◆ **TASK TO CARRY OUT**
Write down exactly the lines of the records below, beginning with the first and ending with the line that includes "filter:drop-shadow(1px 0 #6cada6)".

Collected data entries:

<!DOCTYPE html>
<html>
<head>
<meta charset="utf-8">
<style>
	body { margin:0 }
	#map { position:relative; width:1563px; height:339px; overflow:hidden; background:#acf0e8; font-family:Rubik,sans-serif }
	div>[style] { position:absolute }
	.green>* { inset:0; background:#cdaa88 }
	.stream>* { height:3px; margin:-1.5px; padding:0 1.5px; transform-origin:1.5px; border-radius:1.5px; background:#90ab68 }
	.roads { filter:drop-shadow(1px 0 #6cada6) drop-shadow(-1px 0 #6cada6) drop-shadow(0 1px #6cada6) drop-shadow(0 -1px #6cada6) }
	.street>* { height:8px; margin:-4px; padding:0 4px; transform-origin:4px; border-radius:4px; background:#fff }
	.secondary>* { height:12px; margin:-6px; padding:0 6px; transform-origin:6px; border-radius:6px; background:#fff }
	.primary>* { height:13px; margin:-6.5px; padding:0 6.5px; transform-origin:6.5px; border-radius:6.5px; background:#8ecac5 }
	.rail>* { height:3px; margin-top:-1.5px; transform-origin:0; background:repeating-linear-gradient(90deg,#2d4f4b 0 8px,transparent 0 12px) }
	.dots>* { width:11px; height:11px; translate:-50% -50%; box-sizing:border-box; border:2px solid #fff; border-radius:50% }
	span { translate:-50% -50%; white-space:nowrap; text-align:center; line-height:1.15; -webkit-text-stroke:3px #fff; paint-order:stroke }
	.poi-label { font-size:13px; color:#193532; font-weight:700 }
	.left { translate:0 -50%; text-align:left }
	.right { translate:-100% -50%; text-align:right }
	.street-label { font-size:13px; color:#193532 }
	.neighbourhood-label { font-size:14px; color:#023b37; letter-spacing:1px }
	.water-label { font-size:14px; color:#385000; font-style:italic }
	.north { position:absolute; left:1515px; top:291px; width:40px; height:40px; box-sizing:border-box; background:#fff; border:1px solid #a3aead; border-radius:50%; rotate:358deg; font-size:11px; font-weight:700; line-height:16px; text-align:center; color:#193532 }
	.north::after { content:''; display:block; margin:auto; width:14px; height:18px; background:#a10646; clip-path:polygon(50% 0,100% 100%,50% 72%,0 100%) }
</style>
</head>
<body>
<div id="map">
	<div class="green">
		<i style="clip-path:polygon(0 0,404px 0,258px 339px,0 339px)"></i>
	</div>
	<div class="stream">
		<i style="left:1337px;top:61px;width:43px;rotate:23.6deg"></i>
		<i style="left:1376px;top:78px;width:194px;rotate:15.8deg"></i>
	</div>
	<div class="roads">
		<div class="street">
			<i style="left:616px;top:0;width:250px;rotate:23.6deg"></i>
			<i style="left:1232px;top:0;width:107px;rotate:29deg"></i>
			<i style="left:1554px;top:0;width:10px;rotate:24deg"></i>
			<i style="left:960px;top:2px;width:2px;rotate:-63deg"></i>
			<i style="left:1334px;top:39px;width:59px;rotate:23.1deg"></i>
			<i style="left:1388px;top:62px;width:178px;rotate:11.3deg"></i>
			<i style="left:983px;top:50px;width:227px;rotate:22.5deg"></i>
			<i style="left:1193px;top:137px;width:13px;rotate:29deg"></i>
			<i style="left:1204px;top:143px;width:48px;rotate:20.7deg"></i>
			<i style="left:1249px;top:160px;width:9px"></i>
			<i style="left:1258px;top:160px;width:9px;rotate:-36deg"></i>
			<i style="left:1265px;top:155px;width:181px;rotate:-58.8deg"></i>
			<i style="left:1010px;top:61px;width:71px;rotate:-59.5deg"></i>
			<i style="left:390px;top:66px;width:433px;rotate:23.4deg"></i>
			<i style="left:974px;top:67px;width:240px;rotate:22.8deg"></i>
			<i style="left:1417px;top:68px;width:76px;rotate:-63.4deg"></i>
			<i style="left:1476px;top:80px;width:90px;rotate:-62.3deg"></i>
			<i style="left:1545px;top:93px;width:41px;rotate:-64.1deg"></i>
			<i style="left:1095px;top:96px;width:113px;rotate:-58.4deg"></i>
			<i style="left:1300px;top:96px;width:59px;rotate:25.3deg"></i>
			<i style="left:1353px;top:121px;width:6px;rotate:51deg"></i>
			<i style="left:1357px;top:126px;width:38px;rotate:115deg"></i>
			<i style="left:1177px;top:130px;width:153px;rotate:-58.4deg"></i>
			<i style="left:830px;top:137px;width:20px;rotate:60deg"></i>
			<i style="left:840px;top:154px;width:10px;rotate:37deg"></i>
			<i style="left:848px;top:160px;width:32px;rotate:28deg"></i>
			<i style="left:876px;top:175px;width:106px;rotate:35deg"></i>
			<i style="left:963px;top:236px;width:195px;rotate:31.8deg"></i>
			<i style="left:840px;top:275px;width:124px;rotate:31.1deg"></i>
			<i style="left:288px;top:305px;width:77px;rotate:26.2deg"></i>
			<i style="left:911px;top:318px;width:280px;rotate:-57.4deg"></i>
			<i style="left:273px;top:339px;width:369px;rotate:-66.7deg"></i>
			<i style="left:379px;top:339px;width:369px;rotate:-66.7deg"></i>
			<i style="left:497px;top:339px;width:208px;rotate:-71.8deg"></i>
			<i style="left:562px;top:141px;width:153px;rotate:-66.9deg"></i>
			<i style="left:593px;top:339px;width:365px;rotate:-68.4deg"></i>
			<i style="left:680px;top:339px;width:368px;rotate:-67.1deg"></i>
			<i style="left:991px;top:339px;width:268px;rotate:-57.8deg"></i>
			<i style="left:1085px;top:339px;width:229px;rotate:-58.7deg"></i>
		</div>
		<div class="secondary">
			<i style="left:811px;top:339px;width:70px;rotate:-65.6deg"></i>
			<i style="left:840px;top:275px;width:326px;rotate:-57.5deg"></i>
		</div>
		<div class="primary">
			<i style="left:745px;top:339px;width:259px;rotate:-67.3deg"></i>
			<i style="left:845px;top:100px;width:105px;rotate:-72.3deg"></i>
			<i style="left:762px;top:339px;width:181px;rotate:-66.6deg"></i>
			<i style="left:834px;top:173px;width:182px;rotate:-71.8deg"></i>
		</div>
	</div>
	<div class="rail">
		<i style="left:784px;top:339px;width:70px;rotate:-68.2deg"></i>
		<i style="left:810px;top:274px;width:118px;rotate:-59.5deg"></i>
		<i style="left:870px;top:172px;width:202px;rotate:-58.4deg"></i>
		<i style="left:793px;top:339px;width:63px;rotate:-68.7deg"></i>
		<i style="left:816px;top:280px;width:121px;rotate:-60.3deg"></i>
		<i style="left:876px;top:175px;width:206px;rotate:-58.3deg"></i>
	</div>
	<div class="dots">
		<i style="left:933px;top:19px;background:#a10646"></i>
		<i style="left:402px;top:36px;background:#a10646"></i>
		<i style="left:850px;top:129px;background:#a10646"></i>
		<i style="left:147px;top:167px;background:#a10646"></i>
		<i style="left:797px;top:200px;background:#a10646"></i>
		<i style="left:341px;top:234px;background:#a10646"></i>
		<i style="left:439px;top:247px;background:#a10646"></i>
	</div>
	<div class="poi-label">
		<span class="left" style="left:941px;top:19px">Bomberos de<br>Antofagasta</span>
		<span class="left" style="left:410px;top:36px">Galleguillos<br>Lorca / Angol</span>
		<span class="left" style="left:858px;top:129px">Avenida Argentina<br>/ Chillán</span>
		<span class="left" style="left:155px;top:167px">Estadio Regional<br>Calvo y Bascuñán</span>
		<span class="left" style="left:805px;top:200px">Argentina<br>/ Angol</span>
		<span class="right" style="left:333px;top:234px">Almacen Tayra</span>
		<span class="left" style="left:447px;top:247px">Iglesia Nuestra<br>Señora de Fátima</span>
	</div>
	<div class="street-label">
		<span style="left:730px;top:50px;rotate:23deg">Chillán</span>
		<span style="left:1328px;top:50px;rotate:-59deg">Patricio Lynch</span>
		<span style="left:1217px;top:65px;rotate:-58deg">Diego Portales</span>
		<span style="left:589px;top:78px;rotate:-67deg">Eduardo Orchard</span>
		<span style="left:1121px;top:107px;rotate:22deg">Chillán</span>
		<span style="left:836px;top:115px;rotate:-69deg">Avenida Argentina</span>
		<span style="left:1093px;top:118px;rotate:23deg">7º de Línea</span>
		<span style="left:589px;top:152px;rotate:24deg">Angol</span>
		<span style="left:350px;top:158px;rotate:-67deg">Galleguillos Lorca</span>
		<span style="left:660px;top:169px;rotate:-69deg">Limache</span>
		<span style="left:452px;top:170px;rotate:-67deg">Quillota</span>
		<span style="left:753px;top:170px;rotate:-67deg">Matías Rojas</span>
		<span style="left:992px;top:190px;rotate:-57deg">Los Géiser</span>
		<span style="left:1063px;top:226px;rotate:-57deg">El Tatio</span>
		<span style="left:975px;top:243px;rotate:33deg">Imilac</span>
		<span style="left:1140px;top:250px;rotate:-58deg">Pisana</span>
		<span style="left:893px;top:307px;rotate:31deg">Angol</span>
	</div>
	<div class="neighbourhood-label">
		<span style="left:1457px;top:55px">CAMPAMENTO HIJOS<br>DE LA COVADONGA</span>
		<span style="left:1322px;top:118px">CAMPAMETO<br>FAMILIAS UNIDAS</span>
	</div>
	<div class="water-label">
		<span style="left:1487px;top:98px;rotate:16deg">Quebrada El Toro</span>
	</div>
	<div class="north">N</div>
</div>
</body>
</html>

◆ **YOUR SOLUTION**
<!DOCTYPE html>
<html>
<head>
<meta charset="utf-8">
<style>
	body { margin:0 }
	#map { position:relative; width:1563px; height:339px; overflow:hidden; background:#acf0e8; font-family:Rubik,sans-serif }
	div>[style] { position:absolute }
	.green>* { inset:0; background:#cdaa88 }
	.stream>* { height:3px; margin:-1.5px; padding:0 1.5px; transform-origin:1.5px; border-radius:1.5px; background:#90ab68 }
	.roads { filter:drop-shadow(1px 0 #6cada6) drop-shadow(-1px 0 #6cada6) drop-shadow(0 1px #6cada6) drop-shadow(0 -1px #6cada6) }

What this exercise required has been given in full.